• Exercise objective
With the material below, print exactly the lines between the line holding "3l9 9-9 9-9-9zM9" and the line holding "4h4l2 5-3 2q2", inclusive. Add nothing else.
[[ Source information open ]]
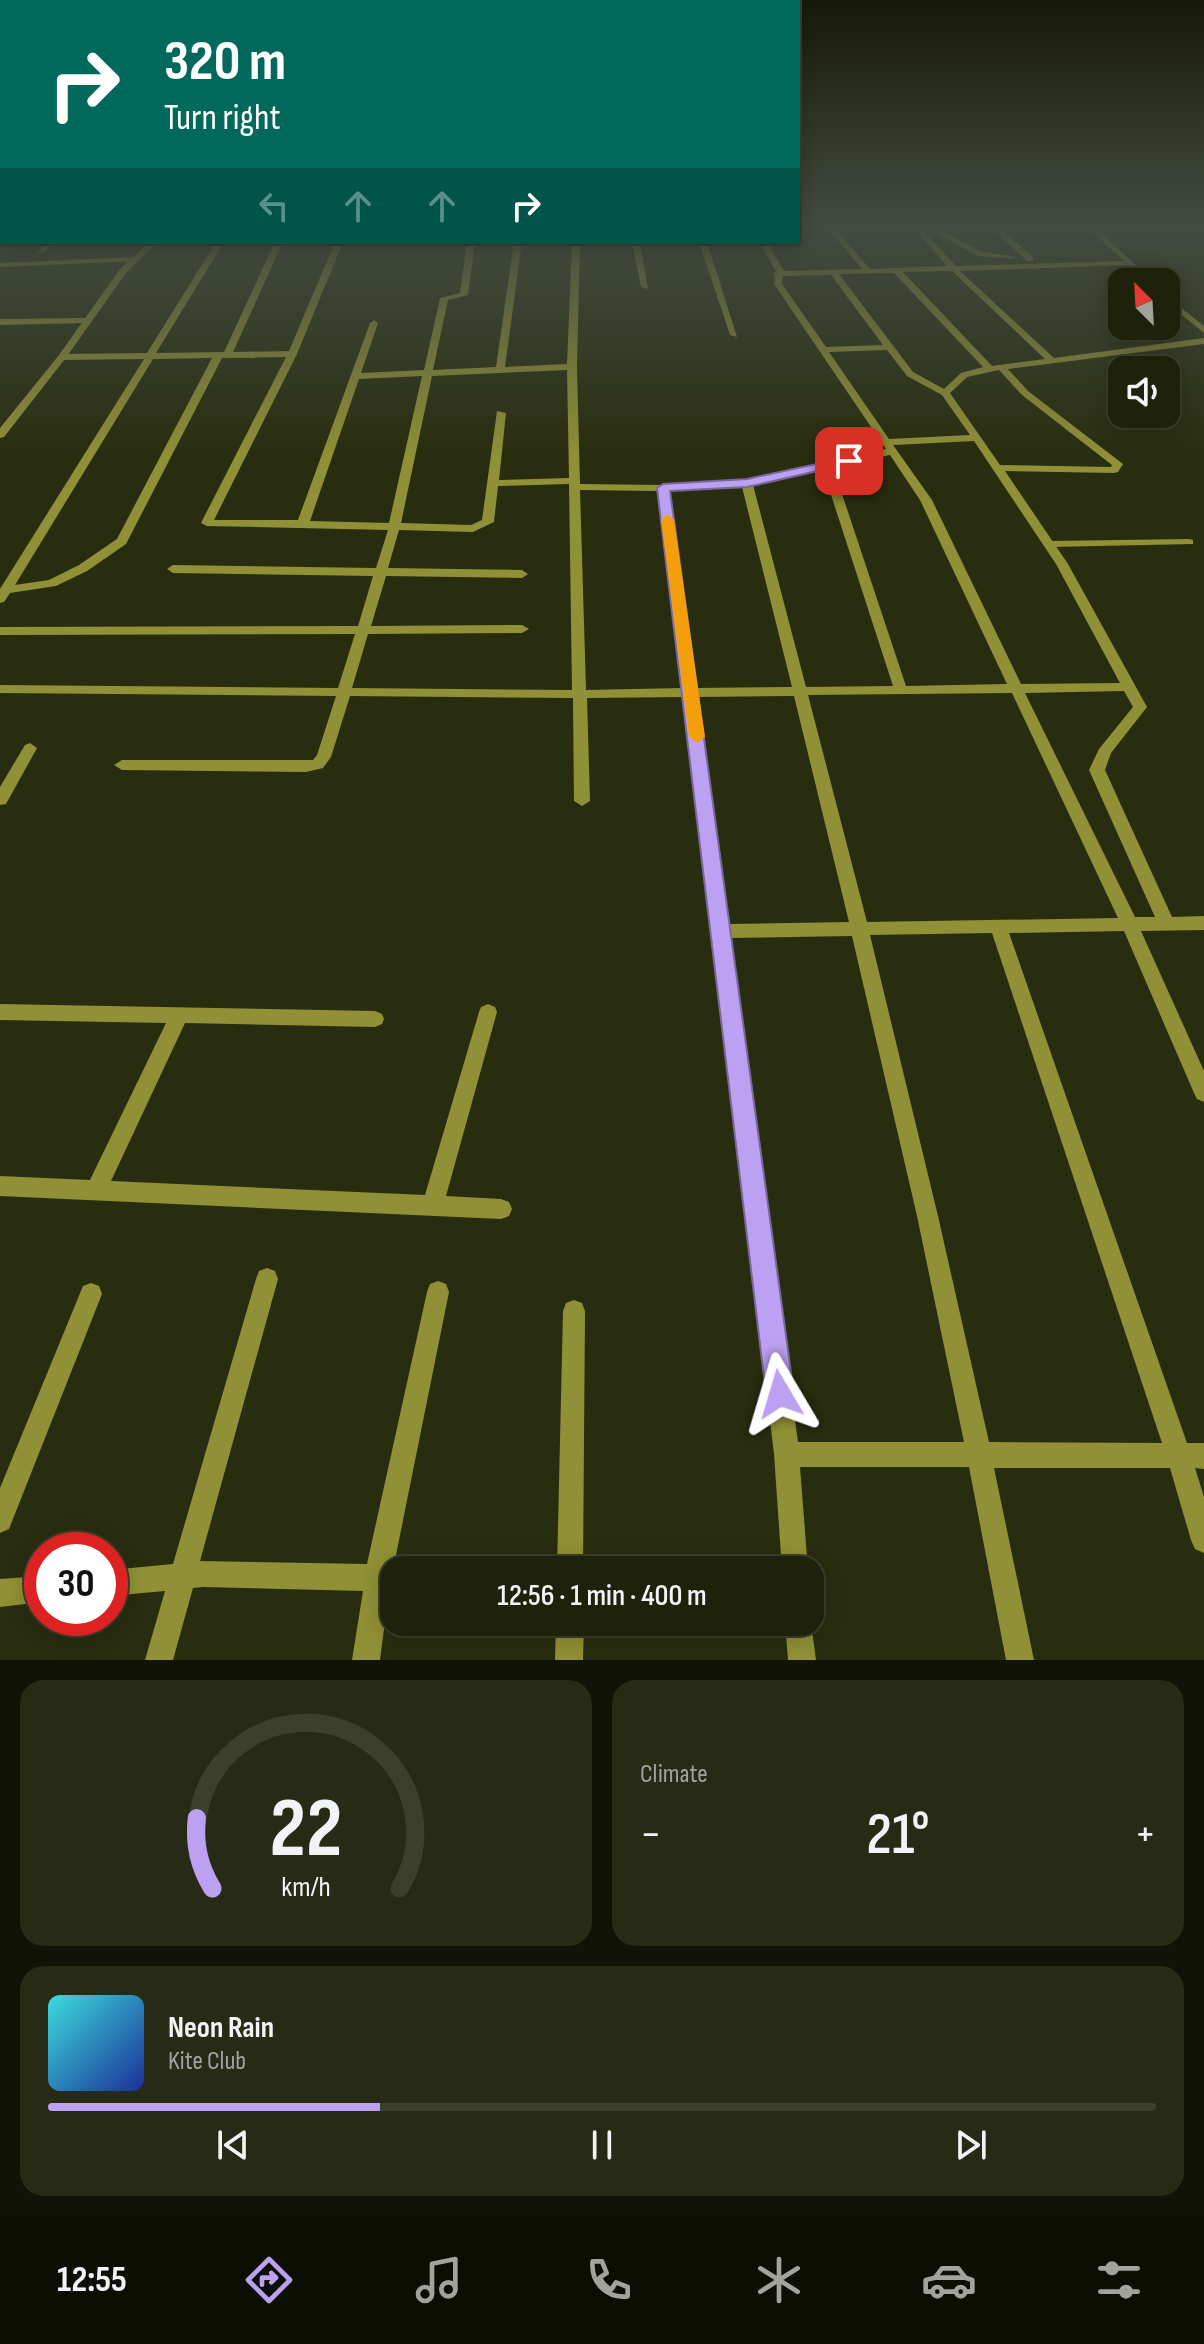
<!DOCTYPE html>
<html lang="en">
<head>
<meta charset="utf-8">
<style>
  body { margin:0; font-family:"Sofia Sans Condensed",sans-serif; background:#272a14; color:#f1f3f6; height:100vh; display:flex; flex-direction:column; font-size:30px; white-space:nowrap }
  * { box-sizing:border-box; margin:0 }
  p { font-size:26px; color:#a1a49d }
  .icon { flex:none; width:44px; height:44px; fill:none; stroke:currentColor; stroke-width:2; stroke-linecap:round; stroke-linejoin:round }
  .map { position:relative; height:1660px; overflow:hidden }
  .drawer { display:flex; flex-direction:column; gap:20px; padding:20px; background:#111306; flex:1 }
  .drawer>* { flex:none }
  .top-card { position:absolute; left:0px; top:0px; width:800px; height:244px; box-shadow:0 4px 20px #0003,0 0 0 2px #3c3f2c; background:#00695c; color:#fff; overflow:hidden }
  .needle { width:52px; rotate:336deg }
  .fabs { position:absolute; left:1108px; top:268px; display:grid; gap:16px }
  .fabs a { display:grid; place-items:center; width:72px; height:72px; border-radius:16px; background:#1f220b; box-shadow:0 4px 20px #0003,0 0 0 2px #3c3f2c; font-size:40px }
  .speed { position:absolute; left:24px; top:1532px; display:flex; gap:16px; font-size:40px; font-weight:700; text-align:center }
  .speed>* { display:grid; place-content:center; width:104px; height:104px; border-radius:50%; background:#1f220b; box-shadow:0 4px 20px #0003,0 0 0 2px #3c3f2c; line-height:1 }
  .speed .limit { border:12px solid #d22; background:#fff; color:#111 }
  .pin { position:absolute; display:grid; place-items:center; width:68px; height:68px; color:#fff; margin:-34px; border-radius:16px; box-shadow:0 4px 12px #0006 }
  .me { position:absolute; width:88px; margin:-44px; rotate:353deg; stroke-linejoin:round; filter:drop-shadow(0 0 6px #0008) }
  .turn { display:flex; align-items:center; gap:28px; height:168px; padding:0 32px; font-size:36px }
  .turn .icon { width:104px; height:104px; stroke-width:2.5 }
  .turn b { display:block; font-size:56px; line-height:68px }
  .lanes { display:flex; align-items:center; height:76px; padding:0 32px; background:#0003; justify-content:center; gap:40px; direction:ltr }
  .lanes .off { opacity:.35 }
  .big { font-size:60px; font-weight:600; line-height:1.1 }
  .drawer .card { flex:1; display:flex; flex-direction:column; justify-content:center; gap:12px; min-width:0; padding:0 28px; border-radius:24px; background:#272a14 }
  .drawer .dial { align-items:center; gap:0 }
  .dial svg { height:208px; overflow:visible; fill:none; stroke:#3c3f2c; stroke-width:7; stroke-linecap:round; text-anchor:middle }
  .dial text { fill:#f1f3f6; stroke:none }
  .song { display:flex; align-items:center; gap:24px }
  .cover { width:96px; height:96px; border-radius:12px; background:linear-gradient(135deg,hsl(180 70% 55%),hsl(230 70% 35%)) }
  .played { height:8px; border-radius:4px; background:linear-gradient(90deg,#bca0f2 30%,#3c3f2c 30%) }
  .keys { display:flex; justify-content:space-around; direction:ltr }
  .heat { display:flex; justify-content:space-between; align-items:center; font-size:44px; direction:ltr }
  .drawer .tiles { flex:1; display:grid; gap:20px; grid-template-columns:1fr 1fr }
  .card:last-child { grid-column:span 2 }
  .trip { position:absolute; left:380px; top:1556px; width:444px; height:80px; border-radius:24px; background:#1f220b; box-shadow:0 4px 20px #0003,0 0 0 2px #3c3f2c; font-weight:600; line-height:80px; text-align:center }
  .tab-bar { display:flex; height:128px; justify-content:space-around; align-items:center; background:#0c0e04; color:#a1a49d }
  .tab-bar .icon { width:56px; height:56px }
  .tab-bar .on { color:#bca0f2 }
  .tab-bar b { font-size:36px; color:#f1f3f6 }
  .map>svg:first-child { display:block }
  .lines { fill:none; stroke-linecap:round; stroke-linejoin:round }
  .service { fill:#909036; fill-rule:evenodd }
  .minor { fill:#909036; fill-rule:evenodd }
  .tertiary { fill:#909036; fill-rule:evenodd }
  .route { fill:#bca0f2; stroke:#7a689d; stroke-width:2 }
  .slow { fill:#f59e0b }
</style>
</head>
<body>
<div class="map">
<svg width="1204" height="1660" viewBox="0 0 1204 1660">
  <rect width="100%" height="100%" fill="#292d0f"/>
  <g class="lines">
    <path class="service" d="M1189 539 1193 540V544L1049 547 1044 544 1049 541Z"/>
    <path class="minor" d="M826 226H833L870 269 947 266 912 226H919L956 266 1124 261 1086 226H1094L1154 282H1145L1129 265 960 271 1054 358 1204 338V344L1008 369 1028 391 1123 464 1118 472 1114 473 1005 471 1068 564 1147 707 1111 753 1105 770 1172 917 1204 916V930L1141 931 1204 1071V1102L1197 1099 1194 1093 1124 931 1009 933 1187 1443H1204V1469L1195 1468 1204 1497V1553L1195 1549 1191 1540 1170 1468H994L1034 1660H1006L969 1467H800L808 1570H782L774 1454 683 697 587 698 590 801 582 806 574 801 573 698 350 696 331 757 323 768 306 772 122 770 114 765 122 760H313L317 755 336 696 0 693V685L338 688 355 634 0 635V627L358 626 373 576 173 573 167 569 173 565 376 568 388 530 207 526 201 523 286 357 222 358 126 544 87 571 56 586 10 593 4 602 0 603V589L144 359 62 360 57 357 62 354 147 353 216 242H224L156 353 224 352 275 242H283L233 352 289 351 335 242H343L297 354 214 520H298L370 323 374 320 378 323 361 373 424 370 440 298 460 293 467 242H475L468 295 448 300 433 370 496 367 514 242H522L505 367 567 364 572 242H580L577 367 580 484 663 485 747 480 886 449 774 284 775 276 773 274 776 271 759 242H767L784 271 862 269ZM952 271 1045 359 992 366 903 272ZM894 273 983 367 961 373 944 389 913 372 839 274ZM831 275 883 345 826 347 782 284 783 276ZM887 350 907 376 942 395 970 435 889 439 829 352ZM212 358 117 539 79 565 49 580 15 585 153 359ZM567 370 569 478 499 480 506 413 497 411 482 520 471 525 401 523 432 376ZM999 370 1022 395 1112 465 1111 467 1000 465 950 393 967 377ZM422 376 389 523 310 521 359 379ZM974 441 1056 564 1120 683 1021 684 932 500 893 445ZM890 455 920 500 1007 684 906 686 833 467ZM823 470 893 686 806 687 753 485ZM569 484 572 690 352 688 368 634 522 633 529 629 522 625 371 626 386 576 522 578 528 574 522 570 388 568 399 530 473 532 494 522 498 486ZM742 487 792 687 696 688 669 491ZM580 490 658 491 682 688 586 690ZM1124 691 1133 707 1099 749 1089 770 1155 917H1135L1025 693ZM1012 693 1118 918 867 922 808 695ZM794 696 849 922 728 924 697 697ZM992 933 1162 1443 989 1442 938 1216 870 935ZM852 936 917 1216 964 1442H798L729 938Z
      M923 226H932L983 252 1017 257 1013 259 978 256Z
      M990 226H997L1033 257V261H1027Z
      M0 232H2L0 239Z
      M45 242H53L44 253H38Z
      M632 242H640L648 289 641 287Z
      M699 242H707L737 337 730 335Z
      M136 257 139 261 0 267V263Z
      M1166 296 1204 326V333L1166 302Z
      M85 318 89 321 88 323 0 325V319Z
      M30 743 37 748 6 804 0 805V787L25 745Z
      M0 1004 375 1011 382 1014 384 1019 382 1024 375 1027 185 1023 111 1181 425 1195 479 1012 481 1007 488 1004 495 1007 497 1012 446 1196 501 1199 509 1202 512 1209 509 1216 501 1219 0 1196V1176L90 1180 166 1023 0 1020Z
      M267 1268 275 1271 278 1279 200 1561 367 1564 427 1292 430 1284 438 1281 446 1284 449 1292 394 1565 404 1570H394V1591H389L380 1660H352L363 1591 203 1587 193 1588 173 1660H145L165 1591 110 1596V1570L173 1564 256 1279 259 1271Z
      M91 1283 99 1286 102 1294 9 1529 0 1533V1488L83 1286Z
      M574 1300 582 1303 585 1311 583 1570H557L563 1311 566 1303Z
      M42 1576V1602L0 1607V1579Z
      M810 1615 816 1660H788L785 1622H810Z
      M556 1622H584L583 1660H555Z"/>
    <path class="tertiary" d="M150 242H158L126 273 65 359 4 437 0 438V428L59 355 120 269Z"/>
  </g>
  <linearGradient id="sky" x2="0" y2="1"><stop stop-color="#171908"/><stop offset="0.49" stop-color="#434c42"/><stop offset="1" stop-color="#434c42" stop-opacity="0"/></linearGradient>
  <rect width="1204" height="458" fill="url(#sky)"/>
  <path class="route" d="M849 457 855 461 853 463 747 487 670 491 794 1394 790 1404 780 1408 770 1404 766 1394 657 488 663 484 747 479Z"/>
  <path class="slow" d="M667 515 674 519 705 737 697 743 689 737 661 519Z"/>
</svg>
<div class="fabs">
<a><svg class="needle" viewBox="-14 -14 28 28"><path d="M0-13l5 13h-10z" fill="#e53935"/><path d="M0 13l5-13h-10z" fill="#a1a49d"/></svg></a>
<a><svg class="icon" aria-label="sound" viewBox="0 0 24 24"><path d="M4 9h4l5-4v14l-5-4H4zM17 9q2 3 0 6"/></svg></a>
</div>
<div class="speed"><div class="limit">30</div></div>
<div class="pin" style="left:849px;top:461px;background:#d93025"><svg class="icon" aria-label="arrive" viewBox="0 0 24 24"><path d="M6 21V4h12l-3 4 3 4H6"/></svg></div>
<svg class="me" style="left:780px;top:1394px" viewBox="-20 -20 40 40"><path d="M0-17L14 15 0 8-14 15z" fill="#bca0f2" stroke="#fff" stroke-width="4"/></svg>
<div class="trip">12:56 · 1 min · 400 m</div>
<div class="top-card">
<div class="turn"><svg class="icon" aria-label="right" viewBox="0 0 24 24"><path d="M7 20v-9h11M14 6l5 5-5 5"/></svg><div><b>320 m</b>Turn right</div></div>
<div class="lanes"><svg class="icon off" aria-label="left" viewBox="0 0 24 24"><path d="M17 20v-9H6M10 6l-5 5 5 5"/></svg><svg class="icon off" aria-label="ahead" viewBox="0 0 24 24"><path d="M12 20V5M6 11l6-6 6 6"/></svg><svg class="icon off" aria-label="ahead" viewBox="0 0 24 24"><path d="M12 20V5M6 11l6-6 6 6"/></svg><svg class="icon" aria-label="right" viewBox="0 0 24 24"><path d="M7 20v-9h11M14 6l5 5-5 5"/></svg></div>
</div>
</div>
<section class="drawer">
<div class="tiles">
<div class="card dial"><svg viewBox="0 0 100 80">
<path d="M14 69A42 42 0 1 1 86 69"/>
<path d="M14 69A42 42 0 0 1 8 42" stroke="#bca0f2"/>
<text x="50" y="56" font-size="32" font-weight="700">22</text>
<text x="50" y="72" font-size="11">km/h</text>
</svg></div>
<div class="card"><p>Climate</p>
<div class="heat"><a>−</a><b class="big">21°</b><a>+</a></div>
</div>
<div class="card">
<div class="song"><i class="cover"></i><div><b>Neon Rain</b><p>Kite Club</p></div></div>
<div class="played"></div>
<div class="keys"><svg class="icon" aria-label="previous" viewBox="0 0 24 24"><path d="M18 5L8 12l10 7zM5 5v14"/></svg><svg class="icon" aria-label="pause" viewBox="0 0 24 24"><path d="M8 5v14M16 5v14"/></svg><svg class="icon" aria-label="next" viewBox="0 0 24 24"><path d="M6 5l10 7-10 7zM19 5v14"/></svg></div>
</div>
</div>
</section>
<nav class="tab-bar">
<b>12:55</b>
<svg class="icon on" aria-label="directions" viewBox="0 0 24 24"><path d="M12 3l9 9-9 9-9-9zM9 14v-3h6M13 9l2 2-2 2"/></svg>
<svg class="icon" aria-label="music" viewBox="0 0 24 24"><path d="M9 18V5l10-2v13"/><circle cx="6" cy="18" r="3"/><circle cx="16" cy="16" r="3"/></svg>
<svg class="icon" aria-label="phone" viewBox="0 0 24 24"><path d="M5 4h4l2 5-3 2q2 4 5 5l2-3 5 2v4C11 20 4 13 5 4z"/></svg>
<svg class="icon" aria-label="climate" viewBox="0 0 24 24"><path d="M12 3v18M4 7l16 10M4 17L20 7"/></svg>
<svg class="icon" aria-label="car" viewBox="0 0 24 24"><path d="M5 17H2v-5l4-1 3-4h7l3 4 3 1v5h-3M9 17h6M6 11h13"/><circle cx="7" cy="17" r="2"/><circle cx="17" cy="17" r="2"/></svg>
<svg class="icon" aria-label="filters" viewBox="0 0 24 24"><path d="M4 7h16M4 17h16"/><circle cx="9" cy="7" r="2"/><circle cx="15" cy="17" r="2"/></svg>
</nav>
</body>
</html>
[[ Source information closed ]]
• Result of this task
<svg class="icon on" aria-label="directions" viewBox="0 0 24 24"><path d="M12 3l9 9-9 9-9-9zM9 14v-3h6M13 9l2 2-2 2"/></svg>
<svg class="icon" aria-label="music" viewBox="0 0 24 24"><path d="M9 18V5l10-2v13"/><circle cx="6" cy="18" r="3"/><circle cx="16" cy="16" r="3"/></svg>
<svg class="icon" aria-label="phone" viewBox="0 0 24 24"><path d="M5 4h4l2 5-3 2q2 4 5 5l2-3 5 2v4C11 20 4 13 5 4z"/></svg>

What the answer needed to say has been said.